I am astounded by the fact that Prince George doesn't have counseling and support services specifically designated toward Sikh youth. Really what is a gurudwara supposed to be for. It is supposed to be the centre where people come to find spiritual guidance and support. To date, no Prince George temple has provided formal counseling services to anyone, with full protection of a person's confidentiality. In the future, it would be nice to see community leaders that have been through the same ordeal to step in and provide comfort to parents by mentoring the youth. When youth come to UNBC from smaller communities the gurdwara should act kind of like a check-in, where Prince George community leaders and volunteers give an orientation to Prince George and the spiritual services provided to assist youth in their life and studies (programs which we need more of.. but that will be a different blog post). Out-of-townees get to know each other and Prince Georgians and kind of form a community. Throughout the year, volunteers check in with various students and provide guidance, mentoring and counselling services if needed. Most importantly if the counsellor can't help them, than they should contact the parents and relatives to step in and provide support.
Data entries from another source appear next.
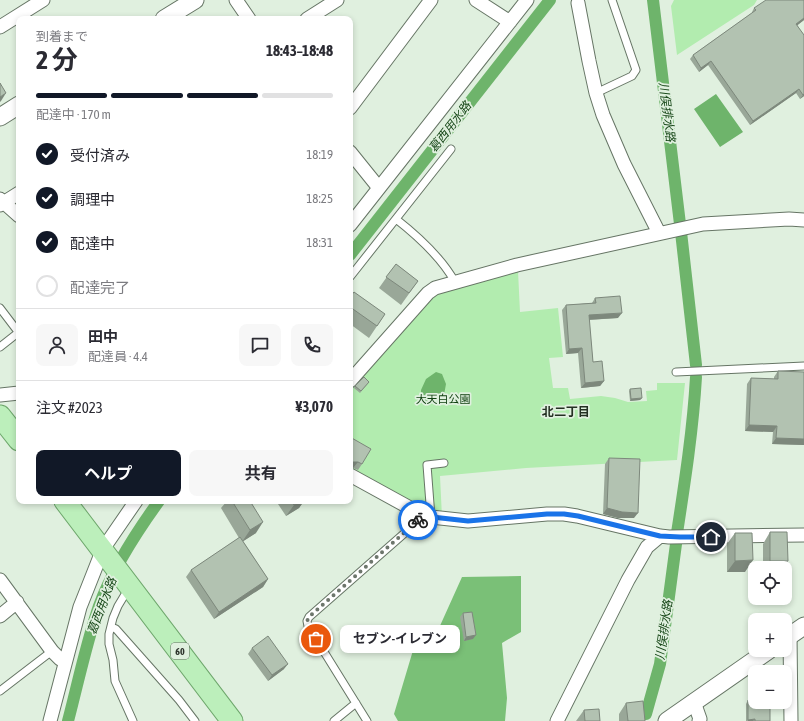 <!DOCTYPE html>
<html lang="ja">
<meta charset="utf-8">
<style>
body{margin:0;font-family:"Asap Condensed","Noto Sans JP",sans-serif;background:#f7f7f7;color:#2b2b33;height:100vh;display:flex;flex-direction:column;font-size:15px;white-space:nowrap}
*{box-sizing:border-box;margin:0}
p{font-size:13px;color:#7c7c81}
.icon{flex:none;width:22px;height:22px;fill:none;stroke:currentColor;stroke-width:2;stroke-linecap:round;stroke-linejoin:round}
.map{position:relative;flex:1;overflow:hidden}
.sheet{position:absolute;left:16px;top:16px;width:337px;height:488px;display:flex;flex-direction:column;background:#fff;border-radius:8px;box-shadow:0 2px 6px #0003}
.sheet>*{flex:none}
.fabs{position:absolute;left:748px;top:561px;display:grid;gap:8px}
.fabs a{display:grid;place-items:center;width:44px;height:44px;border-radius:8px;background:#fff;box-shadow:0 2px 6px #0003;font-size:20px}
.pin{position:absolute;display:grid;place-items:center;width:34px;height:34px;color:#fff;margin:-17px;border:2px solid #fff;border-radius:50%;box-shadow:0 1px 4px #0007}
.courier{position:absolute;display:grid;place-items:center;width:40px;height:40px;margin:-20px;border:3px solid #1a73e8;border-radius:50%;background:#fff;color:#222;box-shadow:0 1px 5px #0007}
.bubble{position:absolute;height:28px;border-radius:8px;background:#fff;box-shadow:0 2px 6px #0003;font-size:13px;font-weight:700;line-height:28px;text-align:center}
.summary em{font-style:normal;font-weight:700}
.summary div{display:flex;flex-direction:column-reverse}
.summary{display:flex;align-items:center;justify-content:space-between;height:68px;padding:0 20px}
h1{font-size:26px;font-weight:700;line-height:30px}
.bar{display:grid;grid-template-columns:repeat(4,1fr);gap:6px 4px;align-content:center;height:48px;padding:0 20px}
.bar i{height:5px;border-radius:3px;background:#e1e1e2}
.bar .on{background:#111827}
.bar p{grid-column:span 4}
.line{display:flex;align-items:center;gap:10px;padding:0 20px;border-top:1px solid #e1e1e2}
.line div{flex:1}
.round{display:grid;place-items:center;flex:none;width:42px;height:42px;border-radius:8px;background:#f7f7f7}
ol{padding:0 20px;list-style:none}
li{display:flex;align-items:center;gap:12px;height:44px}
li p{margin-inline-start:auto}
li .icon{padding:4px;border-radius:50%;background:#111827;color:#fff;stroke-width:4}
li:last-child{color:#7c7c81}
li i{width:22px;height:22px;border:2px solid #e1e1e2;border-radius:50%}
.button{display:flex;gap:8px;margin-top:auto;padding:8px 20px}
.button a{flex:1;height:46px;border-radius:8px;background:#111827;color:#fff;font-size:16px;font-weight:700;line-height:46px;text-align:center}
.button a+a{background:#f7f7f7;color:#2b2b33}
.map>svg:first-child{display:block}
.green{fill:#b2ecaf}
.forest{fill:#7ac077}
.water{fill:#6eb46b}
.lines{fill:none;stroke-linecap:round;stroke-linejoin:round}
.canal{stroke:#6eb46b;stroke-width:12}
.service-casing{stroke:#667565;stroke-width:9}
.minor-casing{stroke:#667565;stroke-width:15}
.tertiary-casing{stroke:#667565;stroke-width:19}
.primary-casing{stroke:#6ea76c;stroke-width:23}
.service{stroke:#fff;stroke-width:7}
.minor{stroke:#fff;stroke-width:13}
.tertiary{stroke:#fff;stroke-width:17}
.primary{stroke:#bcefbb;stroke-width:21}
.wall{fill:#99a798}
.shaded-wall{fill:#7d887c}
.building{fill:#b2c2b1;stroke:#7d887c}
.done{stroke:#6d766c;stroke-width:4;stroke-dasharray:0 7.2}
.route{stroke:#1a73e8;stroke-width:5}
.labels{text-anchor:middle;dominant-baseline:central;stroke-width:3.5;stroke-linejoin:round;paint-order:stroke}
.shield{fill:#e0f0df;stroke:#646d63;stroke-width:1}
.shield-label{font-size:10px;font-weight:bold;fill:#2f352e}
.park-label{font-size:11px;fill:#104111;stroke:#e0f0df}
.water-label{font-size:12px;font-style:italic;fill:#174718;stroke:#e0f0df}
.neighbourhood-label{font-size:12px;font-weight:bold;fill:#243023;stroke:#e0f0df}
</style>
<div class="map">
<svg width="804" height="721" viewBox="0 0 804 721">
<rect width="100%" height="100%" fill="#e0f0df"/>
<path class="green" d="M674,0H757L754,5L677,55L671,6Z
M518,271L520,312L558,308L563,357L549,358L553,388H568L570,399L601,396L615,398L628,402L647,401L646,391L657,390V383H685L677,460L526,468L440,476L442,517L426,513L350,470V388L437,291Z"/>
<path class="forest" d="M521,576V632L502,643L507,698L505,721H398L394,714L414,647L439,628L462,577Z"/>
<path class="water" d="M716,94L743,132L720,147L694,109Z
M436,372L442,374L446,384L444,395L430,404H423L421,397V390L426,379Z"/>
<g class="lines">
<path class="canal" d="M653,0L680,224
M681,232L696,365
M350,255L550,0
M677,533C685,481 693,429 696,377
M646,714L660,664L676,544
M68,721C78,683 86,644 99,606C113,568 135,534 159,501"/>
<g class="service-casing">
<path id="service" d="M596,93L632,76L636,70L612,0
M396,219C419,237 441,257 455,282
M350,277L451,149
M0,308L19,333
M0,347L19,332
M676,372L804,366
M431,517L427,465L444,463
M131,590L124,596L118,606L113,618L109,634V644L113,660L115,681L133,721
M111,627L116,629L179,700L195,721
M0,691L52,651
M334,721L356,703
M367,721L308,626L307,621L309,617L415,524L419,519L421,514"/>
</g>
<g class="minor-casing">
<path id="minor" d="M236,0L249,19
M476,0L510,22
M578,3L589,61L596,93L603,115L624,164L659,233
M307,19L337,0
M0,27L43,0
M350,108L431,0
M350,152L379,188
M0,199L19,216
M0,205L19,193
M350,225L527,0
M350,381L428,293L435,288L517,265L703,224L789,219L804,220
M0,395L19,393
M350,475L421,514L431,517L468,521L547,514H564L577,516L660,536L669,537L804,535
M0,580L52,651L60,659L65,661
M0,616L17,602
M790,635L791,721
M694,702L700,719L699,721
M50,721L80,607L88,587L103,549L136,501
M557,721L628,580L647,547L660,536"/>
</g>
<g class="tertiary-casing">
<path id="tertiary" d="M164,19L195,0
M0,117L19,105
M785,639L804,626
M667,721L769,650"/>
</g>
<g class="primary-casing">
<path id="primary" d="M0,416L19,440
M65,501L232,721"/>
</g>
<use href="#service" class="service"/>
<use href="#minor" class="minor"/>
<use href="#tertiary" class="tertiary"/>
<use href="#primary" class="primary"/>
</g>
<path class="wall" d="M804,0V20L797,25L804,35V96L800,99L796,93L750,125L708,65L699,72L690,59L693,55L752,13V12L754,8Z
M396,264L418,281L401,305L379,288Z
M350,297L385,314L369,338L350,324Z
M595,298L618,318L589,320L593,362L604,381L600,386L581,388L578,353L566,354L562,310L566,305L592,303Z
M778,371L804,445L772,444L773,432L745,431L747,384L751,378L774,379V377Z
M369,382L360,393L354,388L355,386Z
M630,389L642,398L640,400L630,401L629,391Z
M350,437L362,464L358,470L353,468H350Z
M609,458L634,518H618L603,514L605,464Z
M227,501H250L256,533L243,541L268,579L263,587L214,619L186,577L191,570L239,538L221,508Z
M276,501H304L299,508L286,516Z
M770,532L788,561L783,568H763V544Z
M735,533L745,572H727V544Z
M463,613L473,639L464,641L460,617Z
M252,648L284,669L268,681L248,654Z
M748,700L770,721H746V704Z
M626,703L644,721H619V714Z
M584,710L600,721H576Z"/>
<path class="shaded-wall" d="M804,18V20L794,28L796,24Z
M711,61L708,65L699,72L701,68Z
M799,89L796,93L750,125L753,121Z
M6,93L1,101L0,102V97Z
M804,94V96L800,99L803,95Z
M622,313L618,318L585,320L589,315Z
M582,348L578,353L566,354L569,349Z
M604,381L600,386L581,388L585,383Z
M642,398L640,400L630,401L631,399Z
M749,425L777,426L773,432L745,431Z
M776,438L804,439V445L772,444Z
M352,462H358L353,468H350V465Z
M300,501H304L299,508L286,516L294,505Z
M607,508L638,513L634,518H618L603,514Z
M263,522L256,533L242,542L250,530Z
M753,560L745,572H727L735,561Z
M770,561H788L783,568H765Z
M268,579L263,587L214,619L219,612Z
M476,635L473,639L464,641L466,637Z
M288,664L284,669L268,681L272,675Z
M755,719L753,721H748V720Z"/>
<path class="building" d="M766,0H804V18L796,24L804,35V94L803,95L799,89L753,121L711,61L701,68L693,55L756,10L754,8Z
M0,83L6,93L0,97Z
M396,264L418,281L409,293L386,277Z
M354,292L385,314L377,326L350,307V297Z
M620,296L622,313L589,315L593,362L602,361L604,381L585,383L582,348L569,349L566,305L596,303L595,298Z
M778,371L804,372V439L776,438L777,426L749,425L751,378L778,379Z
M364,377L369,382L361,391L355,386Z
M641,388L642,398L631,399L630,389Z
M350,437L371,449L362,464L358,462H352L350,460Z
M609,458L640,459L638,513L622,512L607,508Z
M232,501H250L263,522L250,530Z
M291,501H300L294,505Z
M770,532H787L788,561H770Z
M735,533H752L753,560L735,561Z
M240,537L268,579L219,612L191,570Z
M472,612L476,635L466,637L463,613Z
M268,636L288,664L272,675L252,648Z
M755,699V702H770V721H755V719L748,720V700Z
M643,701L645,721H628L626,703Z
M599,709L600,721H585L584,710Z"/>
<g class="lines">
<path class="done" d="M316,639L308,626L307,621L309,617L414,524L418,520"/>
<path class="route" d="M418,520L421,514L432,517L468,521L547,514H564L578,516L660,536L680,537H711"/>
</g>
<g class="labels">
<rect class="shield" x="171" y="643" width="18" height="16" rx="3"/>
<g class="shield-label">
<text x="180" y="651">60</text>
</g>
<g class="park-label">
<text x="443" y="399">大天白公園</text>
</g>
<g class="water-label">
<text transform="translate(667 112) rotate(83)">川俣排水路</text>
<text transform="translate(450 127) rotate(-52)">葛西用水路</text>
<text transform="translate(102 606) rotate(-69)">葛西用水路</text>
<text transform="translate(664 630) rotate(-82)">川俣排水路</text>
</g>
<g class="neighbourhood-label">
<text x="566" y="412">北二丁目</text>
</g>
</g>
</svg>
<div class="fabs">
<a><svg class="icon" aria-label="locate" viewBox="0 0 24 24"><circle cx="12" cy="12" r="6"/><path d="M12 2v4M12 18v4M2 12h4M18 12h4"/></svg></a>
<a>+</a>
<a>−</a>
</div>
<div class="pin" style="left:316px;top:639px;background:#ea580c"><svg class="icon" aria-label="bag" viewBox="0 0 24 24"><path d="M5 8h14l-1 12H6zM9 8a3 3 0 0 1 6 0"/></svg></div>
<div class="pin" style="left:711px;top:537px;background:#1f2937"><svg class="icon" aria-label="home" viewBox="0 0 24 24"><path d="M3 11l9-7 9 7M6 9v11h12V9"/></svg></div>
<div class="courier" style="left:418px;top:520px"><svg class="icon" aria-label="bike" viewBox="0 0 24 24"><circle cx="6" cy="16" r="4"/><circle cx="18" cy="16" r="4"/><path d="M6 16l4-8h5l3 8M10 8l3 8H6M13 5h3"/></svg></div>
<div class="bubble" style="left:340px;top:625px;width:120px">セブン-イレブン</div>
<section class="sheet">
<div class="summary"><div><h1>2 分</h1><p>到着まで</p></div><em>18:43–18:48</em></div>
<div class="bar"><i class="on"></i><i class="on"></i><i class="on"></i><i></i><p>配達中 · 170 m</p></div>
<ol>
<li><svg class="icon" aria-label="check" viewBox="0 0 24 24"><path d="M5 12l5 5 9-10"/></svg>受付済み<p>18:19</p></li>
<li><svg class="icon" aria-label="check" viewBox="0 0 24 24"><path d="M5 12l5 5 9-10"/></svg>調理中<p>18:25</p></li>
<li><svg class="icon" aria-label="check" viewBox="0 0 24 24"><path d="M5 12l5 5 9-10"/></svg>配達中<p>18:31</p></li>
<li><i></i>配達完了</li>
</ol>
<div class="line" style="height:72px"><a class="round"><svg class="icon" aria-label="person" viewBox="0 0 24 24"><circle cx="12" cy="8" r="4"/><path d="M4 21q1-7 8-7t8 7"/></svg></a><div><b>田中</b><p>配達員 · 4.4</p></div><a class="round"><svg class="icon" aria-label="chat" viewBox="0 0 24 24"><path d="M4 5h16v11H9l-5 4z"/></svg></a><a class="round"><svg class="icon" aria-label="phone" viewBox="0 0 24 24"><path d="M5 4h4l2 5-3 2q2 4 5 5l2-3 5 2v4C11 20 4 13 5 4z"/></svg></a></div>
<div class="line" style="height:52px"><div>注文 #2023</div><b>¥3,070</b></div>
<div class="button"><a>ヘルプ</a><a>共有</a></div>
</section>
</div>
Now, you may think, isn't this over the top. I mean aren't we controlling the lives of these young people. When I talk about guidance and counseling, I don't mean that preachers should follow the youth around and make sure that they don't cut their hair, or make sure that they do their 5 banis paath everyday; these choices are ultimately left to the youth to decide. What I mean is that relatable people, like university professors, fellow grad students, medical students, doctors should be there to help Sikh youth deal with the stresses and peer pressure encountered in university life, instead of turning to alcohol and drugs. Sikh Youth have different needs than the average university students, because they feel different societal pressures. Normal guidance counseling at universities aren't enough to address the specialized issues that Indo-Canadian youth are facing, and this drives youth into gangs, drugs and alcohol. No young person is going to look back in their life and say " I wish I would have done drugs in school, I missed out on so much." Similarly a person who did drugs, probably never imagined themselves in that position a few years ago.

Now the second problem that comes to mind is community gossip. You would think young people would be off limits, but know the "aunties" are as vicious to us as they are to anyone else, more-so behind your back. No wonder youth don't just come out and ask for help and admit that they have a problem. Deep down they don't want their parents or themselves to suffer public humiliation.

I can't imagine the looks of Bobjeet's parents when he stepped into their home again. I still can't believe the transformation to this day, sometimes I wonder if this alter ego thing really existed or if it was just my imagination.

Anyways, that is my story for today, and obviously the names were changed to protect the persons' identity. If anyone has any comments, please feel free to leave them at the bottom.